WHAT THIS TASK INVOLVES
Everything in the listing below must be set down again exactly, apart from the pictures.

[RECORDS FOR THIS TASK]

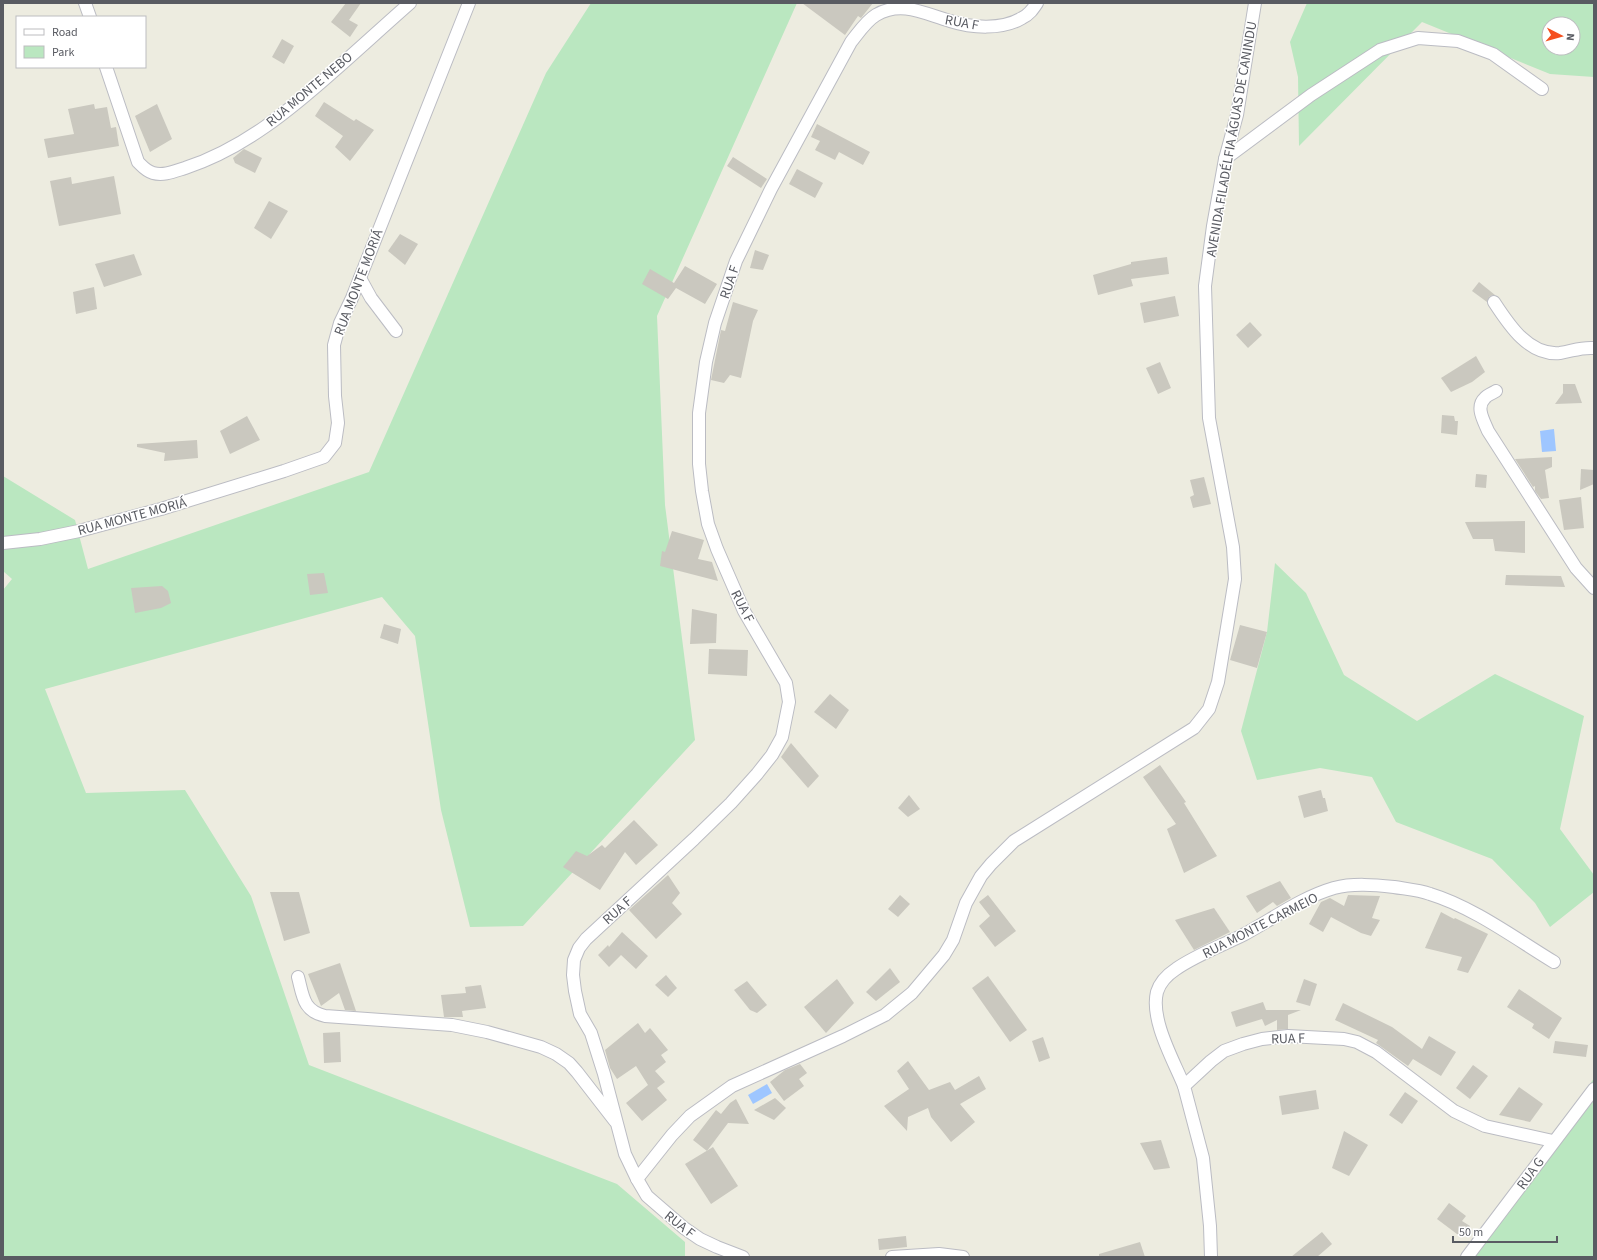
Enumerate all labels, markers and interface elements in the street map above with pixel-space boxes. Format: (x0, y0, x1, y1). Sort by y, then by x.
street label: RUA F (943, 10, 980, 36)
legend (16, 16, 146, 68)
north arrow (1541, 16, 1581, 56)
street label: AVENIDA FILADÉLFIA ÁGUAS DE CANINDU (1201, 20, 1263, 259)
text: Road (52, 24, 78, 41)
text: N (1563, 33, 1578, 41)
text: Park (52, 44, 74, 61)
street label: RUA MONTE NEBO (262, 48, 357, 132)
street label: RUA MONTE MORIÁ (330, 226, 388, 338)
street label: RUA F (715, 263, 745, 302)
street label: RUA MONTE MORIÁ (76, 493, 189, 541)
street label: RUA F (725, 587, 759, 626)
street label: RUA MONTE CARMEIO (1199, 888, 1322, 964)
street label: RUA F (598, 892, 637, 930)
street label: RUA F (1271, 1028, 1305, 1050)
street label: RUA G (1512, 1153, 1549, 1194)
street label: RUA F (660, 1206, 699, 1243)
scale bar (1453, 1218, 1557, 1244)
text: 50 m (1459, 1224, 1483, 1241)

[/RECORDS FOR THIS TASK]

RESULT
Enumerate all labels, markers and interface elements in the street map above with pixel-space boxes. Format: (x0, y0, x1, y1). Sort by y, then by x.
street label: RUA F (943, 10, 980, 36)
legend (16, 16, 146, 68)
north arrow (1541, 16, 1581, 56)
street label: AVENIDA FILADÉLFIA ÁGUAS DE CANINDU (1201, 20, 1263, 259)
text: Road (52, 24, 78, 41)
text: N (1563, 33, 1578, 41)
text: Park (52, 44, 74, 61)
street label: RUA MONTE NEBO (262, 48, 357, 132)
street label: RUA MONTE MORIÁ (330, 226, 388, 338)
street label: RUA F (715, 263, 745, 302)
street label: RUA MONTE MORIÁ (76, 493, 189, 541)
street label: RUA F (725, 587, 759, 626)
street label: RUA MONTE CARMEIO (1199, 888, 1322, 964)
street label: RUA F (598, 892, 637, 930)
street label: RUA F (1271, 1028, 1305, 1050)
street label: RUA G (1512, 1153, 1549, 1194)
street label: RUA F (660, 1206, 699, 1243)
scale bar (1453, 1218, 1557, 1244)
text: 50 m (1459, 1224, 1483, 1241)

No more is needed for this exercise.